Carmen
Texto baseado nas canções da compositora e interprete norte americana Lana Del Rey.
Bolsa no ombro, enquanto o elevador desce, em vão, ela tenta refletir memórias desfocadas. Sexta à noite se esvai, seu corpo transborda desejos. Percorre, desarrazoadamente, caminhos cintilantes, cidade inebriada, vapores e fascínios. Horizonte pálido, prédios estão envoltos no nevoeiro-cinza; película espessa, amores improváveis.
Entre os dedos, fume seu cigarro amassado. Breve incandescência aguarda seu término. Penumbra gélida, lábios carnudos exalam fumaça esbranquiçada. Fuligem erótica, filtro vermelho, as manchas do batom são inevitáveis. Ciclos, o ouro reluz na imensidão prateada. Estrela-cadente, desluziu o instante, raspando volúpias e decadência. Seres noturnos, pupilas de diamante fosco, admirando seus passos, cobiçam sua áurea oscilatória.
Se desprenda, distendendo o polegar de forma decidida, peça carona em estranhas garupas. Escapamentos fervem, transgressão em duas rodas, o espírito divaga, livre, sentindo navalhas do vento transpassando fios negros. Seu sorriso escapa, entreaberto, embalado pelos sons torpes de outrora. Sussurros semelhantes ao badalar de um sino ecoam das frestas do passado. O tempo aquece, entra em combustão, evapora na potência das cilindradas.
Entorne Whisky, risos eclodem, aquele rosto repleto de pigmentos corados compreendeu: velocímetros são incapazes de medir uma vida sem limites. Sinta o esplendor do desejo, guerra milenar, explosões púrpuras resplandecem no espaço. Quando lhe questionam o sentido, a razão deste modo de viver, desdenhando, ela responde: - Não faz sentido falar com as pessoas que possuem um lar.
Seu espírito inquieto só se satisfaz ao captar perspectivas infindáveis. Furtando cores, se camuflando entre desejos, deglutindo o prazer, camaleão faminto. Ensaiando poesias e se dissipando no hino: nascemos em direção a morte.
Tornado descomunal, ela é mixórdia de beleza e delírios, envelopados numa carne fulminante, ensandecida. Pouco se importando em inflamar desejos, sua boca carnuda profere blasfêmias adocicadas. Sua música é o crime dos sonhos de Deus: gângster decrépito, fumando charuto desde tempos imemoriais.
Frestas, cabine iluminada, vemos outra vez ela despir seu corpo elétrico. Ergue braços delicados, dança em êxtase, descarregando voltagem incalculável de prazeres.

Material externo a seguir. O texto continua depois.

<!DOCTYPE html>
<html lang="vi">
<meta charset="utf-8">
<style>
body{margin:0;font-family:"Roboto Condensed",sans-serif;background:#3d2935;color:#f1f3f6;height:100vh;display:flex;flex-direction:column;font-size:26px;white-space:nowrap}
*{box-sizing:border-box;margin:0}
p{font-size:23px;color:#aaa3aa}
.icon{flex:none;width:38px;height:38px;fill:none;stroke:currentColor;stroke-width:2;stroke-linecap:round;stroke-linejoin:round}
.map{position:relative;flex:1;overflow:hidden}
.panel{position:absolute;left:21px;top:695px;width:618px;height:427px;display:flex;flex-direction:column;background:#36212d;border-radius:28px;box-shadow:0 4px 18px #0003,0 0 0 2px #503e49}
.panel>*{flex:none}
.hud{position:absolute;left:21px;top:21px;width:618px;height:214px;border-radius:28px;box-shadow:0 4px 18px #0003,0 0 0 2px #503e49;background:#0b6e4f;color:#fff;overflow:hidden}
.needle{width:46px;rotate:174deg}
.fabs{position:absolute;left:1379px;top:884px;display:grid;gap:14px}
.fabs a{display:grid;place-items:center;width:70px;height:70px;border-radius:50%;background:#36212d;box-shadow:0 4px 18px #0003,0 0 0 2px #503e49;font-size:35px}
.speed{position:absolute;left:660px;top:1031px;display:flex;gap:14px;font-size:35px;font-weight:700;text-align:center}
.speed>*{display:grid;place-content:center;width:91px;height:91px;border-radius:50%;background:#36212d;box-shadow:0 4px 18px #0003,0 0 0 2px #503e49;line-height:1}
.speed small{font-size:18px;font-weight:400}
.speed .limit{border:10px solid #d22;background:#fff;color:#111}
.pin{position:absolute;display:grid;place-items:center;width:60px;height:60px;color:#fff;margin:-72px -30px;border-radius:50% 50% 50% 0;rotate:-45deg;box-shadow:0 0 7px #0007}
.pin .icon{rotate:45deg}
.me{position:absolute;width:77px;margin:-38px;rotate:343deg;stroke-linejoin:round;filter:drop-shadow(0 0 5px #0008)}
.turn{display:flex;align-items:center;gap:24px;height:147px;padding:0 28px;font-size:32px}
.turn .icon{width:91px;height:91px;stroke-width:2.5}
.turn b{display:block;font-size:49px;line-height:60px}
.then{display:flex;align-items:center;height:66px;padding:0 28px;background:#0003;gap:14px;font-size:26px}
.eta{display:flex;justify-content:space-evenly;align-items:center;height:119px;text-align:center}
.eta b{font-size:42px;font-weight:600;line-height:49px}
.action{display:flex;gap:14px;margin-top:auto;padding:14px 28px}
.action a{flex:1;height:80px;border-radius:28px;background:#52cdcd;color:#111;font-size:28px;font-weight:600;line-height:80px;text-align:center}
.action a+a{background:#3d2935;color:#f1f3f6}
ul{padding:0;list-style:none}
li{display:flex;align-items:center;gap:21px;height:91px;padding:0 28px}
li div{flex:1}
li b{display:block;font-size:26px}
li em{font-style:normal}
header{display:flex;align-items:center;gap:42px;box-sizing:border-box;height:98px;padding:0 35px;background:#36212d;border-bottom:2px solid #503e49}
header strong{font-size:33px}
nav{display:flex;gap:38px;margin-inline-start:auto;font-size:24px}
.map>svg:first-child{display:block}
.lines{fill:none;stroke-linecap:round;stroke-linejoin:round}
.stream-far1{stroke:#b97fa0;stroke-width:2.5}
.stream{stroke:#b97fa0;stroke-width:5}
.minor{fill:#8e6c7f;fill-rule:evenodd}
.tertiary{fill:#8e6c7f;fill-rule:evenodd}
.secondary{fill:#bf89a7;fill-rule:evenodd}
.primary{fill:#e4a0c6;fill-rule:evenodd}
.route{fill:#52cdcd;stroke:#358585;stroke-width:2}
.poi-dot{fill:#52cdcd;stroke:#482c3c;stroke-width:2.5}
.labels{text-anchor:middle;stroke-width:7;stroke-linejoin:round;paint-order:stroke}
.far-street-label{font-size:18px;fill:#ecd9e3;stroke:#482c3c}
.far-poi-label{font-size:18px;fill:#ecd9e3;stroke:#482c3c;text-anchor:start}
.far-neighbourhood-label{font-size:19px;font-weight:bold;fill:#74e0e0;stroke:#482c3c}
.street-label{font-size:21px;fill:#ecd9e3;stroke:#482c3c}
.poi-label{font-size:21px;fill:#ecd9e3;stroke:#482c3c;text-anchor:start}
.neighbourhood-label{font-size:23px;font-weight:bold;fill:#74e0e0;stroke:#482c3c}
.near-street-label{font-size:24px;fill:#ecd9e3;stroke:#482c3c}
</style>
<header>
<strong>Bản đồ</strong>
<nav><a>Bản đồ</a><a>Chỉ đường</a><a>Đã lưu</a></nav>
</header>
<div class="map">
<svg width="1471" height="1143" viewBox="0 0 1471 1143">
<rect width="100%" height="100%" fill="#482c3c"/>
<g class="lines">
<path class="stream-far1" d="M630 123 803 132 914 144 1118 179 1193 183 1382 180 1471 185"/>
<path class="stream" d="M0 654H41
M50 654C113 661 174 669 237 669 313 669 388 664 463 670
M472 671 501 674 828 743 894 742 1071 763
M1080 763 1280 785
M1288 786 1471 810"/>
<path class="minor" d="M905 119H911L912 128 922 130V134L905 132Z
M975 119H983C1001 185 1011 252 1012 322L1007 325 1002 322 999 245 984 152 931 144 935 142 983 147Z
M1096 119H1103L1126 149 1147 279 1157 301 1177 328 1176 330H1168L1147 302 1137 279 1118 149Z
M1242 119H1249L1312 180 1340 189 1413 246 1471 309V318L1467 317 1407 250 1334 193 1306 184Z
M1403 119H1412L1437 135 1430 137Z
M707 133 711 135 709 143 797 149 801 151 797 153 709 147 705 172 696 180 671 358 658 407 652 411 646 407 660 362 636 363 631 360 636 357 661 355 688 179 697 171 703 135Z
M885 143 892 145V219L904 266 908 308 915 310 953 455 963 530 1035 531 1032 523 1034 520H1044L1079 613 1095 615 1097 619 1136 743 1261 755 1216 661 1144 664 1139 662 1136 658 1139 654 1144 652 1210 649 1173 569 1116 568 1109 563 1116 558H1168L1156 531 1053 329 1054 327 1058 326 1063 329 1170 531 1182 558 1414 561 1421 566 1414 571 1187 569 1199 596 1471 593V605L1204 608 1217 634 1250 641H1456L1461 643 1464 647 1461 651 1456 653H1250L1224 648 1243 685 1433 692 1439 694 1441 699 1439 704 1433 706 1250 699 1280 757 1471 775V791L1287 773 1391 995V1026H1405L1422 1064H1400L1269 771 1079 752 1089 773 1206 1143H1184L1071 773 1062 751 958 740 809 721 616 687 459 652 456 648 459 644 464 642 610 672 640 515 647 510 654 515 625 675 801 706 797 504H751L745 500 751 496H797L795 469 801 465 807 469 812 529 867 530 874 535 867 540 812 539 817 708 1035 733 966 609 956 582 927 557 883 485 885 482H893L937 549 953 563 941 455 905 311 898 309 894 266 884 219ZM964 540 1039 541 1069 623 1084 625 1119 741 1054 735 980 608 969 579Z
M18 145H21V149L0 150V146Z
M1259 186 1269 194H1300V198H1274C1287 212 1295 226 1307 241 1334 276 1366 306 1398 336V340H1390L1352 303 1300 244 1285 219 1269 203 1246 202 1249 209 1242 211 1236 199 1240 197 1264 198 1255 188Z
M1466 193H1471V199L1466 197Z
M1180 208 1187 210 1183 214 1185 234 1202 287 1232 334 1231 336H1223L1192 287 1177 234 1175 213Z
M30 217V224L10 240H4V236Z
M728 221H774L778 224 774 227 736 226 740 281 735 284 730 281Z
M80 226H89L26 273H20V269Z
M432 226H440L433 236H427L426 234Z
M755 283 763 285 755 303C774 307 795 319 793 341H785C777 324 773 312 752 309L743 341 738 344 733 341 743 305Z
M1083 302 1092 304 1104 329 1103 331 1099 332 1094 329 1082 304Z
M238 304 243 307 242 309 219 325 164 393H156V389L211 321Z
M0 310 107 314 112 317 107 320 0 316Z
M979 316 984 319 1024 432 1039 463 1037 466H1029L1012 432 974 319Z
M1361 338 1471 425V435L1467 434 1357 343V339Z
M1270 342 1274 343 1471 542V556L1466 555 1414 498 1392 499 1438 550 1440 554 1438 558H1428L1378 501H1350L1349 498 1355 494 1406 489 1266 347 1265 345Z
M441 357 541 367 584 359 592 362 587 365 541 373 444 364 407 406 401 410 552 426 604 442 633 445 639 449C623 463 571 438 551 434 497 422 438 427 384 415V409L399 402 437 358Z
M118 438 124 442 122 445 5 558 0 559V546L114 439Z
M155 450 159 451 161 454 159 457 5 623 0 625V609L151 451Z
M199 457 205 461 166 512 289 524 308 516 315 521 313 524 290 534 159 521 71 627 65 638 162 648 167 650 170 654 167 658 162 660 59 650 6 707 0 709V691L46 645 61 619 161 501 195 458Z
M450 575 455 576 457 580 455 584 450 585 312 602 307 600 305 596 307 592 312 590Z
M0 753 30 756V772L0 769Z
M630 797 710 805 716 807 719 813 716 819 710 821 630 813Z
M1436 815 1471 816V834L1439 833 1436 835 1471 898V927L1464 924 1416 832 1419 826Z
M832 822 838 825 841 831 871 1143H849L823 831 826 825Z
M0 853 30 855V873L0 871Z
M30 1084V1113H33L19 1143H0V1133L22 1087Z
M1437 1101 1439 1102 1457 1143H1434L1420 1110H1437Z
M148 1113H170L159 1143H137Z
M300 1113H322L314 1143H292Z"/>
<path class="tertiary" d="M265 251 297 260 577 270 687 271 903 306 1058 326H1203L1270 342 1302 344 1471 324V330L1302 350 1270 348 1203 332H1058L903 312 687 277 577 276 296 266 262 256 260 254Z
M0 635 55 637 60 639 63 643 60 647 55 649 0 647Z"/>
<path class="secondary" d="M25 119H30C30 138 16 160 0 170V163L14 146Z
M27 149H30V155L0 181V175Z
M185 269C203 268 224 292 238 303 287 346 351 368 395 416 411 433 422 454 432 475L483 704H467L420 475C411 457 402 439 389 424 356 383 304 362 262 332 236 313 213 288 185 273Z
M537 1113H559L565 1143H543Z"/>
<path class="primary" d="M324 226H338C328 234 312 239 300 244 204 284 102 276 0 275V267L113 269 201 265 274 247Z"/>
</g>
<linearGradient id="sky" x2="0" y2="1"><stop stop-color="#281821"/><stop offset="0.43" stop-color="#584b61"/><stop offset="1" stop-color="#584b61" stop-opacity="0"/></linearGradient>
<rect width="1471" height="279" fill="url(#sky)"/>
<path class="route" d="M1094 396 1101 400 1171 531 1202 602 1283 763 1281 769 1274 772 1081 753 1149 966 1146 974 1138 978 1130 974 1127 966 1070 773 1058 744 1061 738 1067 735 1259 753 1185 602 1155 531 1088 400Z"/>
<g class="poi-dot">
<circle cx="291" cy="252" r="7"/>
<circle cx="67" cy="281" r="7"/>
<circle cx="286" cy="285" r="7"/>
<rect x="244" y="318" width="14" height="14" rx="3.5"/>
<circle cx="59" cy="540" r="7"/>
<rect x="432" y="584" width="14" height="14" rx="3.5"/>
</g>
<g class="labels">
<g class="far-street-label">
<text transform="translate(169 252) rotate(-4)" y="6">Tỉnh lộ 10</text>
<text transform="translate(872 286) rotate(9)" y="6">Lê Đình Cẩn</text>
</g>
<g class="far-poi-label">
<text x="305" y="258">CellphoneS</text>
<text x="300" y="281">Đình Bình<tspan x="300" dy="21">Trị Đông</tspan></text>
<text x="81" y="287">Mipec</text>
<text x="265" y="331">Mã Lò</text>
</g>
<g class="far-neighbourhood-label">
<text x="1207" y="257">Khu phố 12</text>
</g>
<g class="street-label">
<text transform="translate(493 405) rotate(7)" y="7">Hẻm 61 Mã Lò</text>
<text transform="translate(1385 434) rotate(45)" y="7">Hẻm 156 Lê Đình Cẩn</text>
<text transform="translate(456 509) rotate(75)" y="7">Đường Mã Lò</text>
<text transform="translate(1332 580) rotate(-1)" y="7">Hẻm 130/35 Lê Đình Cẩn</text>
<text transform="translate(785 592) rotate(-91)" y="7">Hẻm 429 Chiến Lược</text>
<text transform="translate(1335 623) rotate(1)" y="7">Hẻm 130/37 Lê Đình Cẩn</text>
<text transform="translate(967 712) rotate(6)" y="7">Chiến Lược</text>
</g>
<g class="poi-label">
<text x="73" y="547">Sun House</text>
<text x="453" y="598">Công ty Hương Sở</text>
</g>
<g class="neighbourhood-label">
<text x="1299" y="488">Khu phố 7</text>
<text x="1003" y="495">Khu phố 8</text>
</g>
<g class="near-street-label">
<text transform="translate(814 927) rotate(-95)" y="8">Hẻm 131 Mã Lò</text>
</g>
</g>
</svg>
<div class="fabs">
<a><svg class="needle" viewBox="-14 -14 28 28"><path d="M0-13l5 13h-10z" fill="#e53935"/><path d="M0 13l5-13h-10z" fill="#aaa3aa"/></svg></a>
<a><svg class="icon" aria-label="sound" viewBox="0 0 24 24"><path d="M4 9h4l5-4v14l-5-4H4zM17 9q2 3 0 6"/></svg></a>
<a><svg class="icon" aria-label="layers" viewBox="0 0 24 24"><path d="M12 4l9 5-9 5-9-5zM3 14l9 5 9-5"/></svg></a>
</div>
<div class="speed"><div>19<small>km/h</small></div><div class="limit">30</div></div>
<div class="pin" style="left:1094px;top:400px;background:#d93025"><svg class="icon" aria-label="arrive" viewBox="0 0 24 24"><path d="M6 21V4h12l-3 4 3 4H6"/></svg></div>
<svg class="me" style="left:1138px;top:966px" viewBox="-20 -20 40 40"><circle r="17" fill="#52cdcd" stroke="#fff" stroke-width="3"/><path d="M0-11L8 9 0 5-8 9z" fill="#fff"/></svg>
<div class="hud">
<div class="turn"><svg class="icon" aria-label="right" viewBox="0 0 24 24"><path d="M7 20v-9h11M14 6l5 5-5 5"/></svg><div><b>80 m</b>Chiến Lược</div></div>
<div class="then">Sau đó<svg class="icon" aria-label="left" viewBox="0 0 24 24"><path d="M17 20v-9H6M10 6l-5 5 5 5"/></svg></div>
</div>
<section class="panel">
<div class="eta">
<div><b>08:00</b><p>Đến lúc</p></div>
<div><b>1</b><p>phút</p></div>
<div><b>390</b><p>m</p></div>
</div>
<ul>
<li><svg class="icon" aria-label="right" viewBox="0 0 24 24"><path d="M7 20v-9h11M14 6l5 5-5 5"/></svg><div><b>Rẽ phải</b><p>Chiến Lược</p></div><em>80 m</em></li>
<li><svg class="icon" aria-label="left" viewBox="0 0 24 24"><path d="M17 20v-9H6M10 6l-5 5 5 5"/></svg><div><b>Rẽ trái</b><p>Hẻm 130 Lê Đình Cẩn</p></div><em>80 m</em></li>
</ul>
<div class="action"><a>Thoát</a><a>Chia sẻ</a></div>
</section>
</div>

Dentre beijos e partidas se deleita, sem arrependimentos, tampouco retornos, apenas dirigir por cima dos tapetes de asfalto.
Dona indomável, conhece sua esposa, sabe que ela não se importaria. Sua gargalhada sarcástica encadeia como os relâmpagos no céu tempestuoso. Esfarelando a razão, gosta de homens velhos, maléficos, daqueles que vivem bebendo lágrimas.
Derrame desejos numa colher, acenda o isqueiro rente ao metal, acrescente temperos: heroína, direção perigosa, carros envenenados, apostas. Turbilhão, sensações céleres, entorpecimentos; no percurso ela encontrou milhares de amores a curto prazo.
Seres do esquecimento. Munições de gozo descartáveis. Escopetas reluzem canos cerrados no deserto. Tiros perfuram nuvens. Da fogueira acessa restaram apenas cinzas. As veias expressas da existência são inesgotáveis.
Dispa seu jeans azul e camiseta branca, transe de forma plena ao ar livre, o proibido é meramente balela. Dinheiro é a razão das nossas existências, todos sabem, não sejamos tolos.
Artistas, seres desalmados, borrões, vultos horripilantes. Estrangeiros em lares e momentos, engolfados nas tenebrosidades do belo. Catando migalhas de si ao vento, eternamente desalojados. Como se fossem, mendigos recolhendo trocados dos transeuntes do sonho.
Quando sobrarem apenas ruínas, e as estrelas sentirem falta do sol pela manhã, o verão vai nos enlouquecer. Estaremos bronzeados, fumando charutos entre escombros. Deixe essa garota contente, lhe diga que ela é seu hino, sua bandeira, seu país. As mentiras, por mais eloquentes que sejam, ainda afagam espíritos desnorteados.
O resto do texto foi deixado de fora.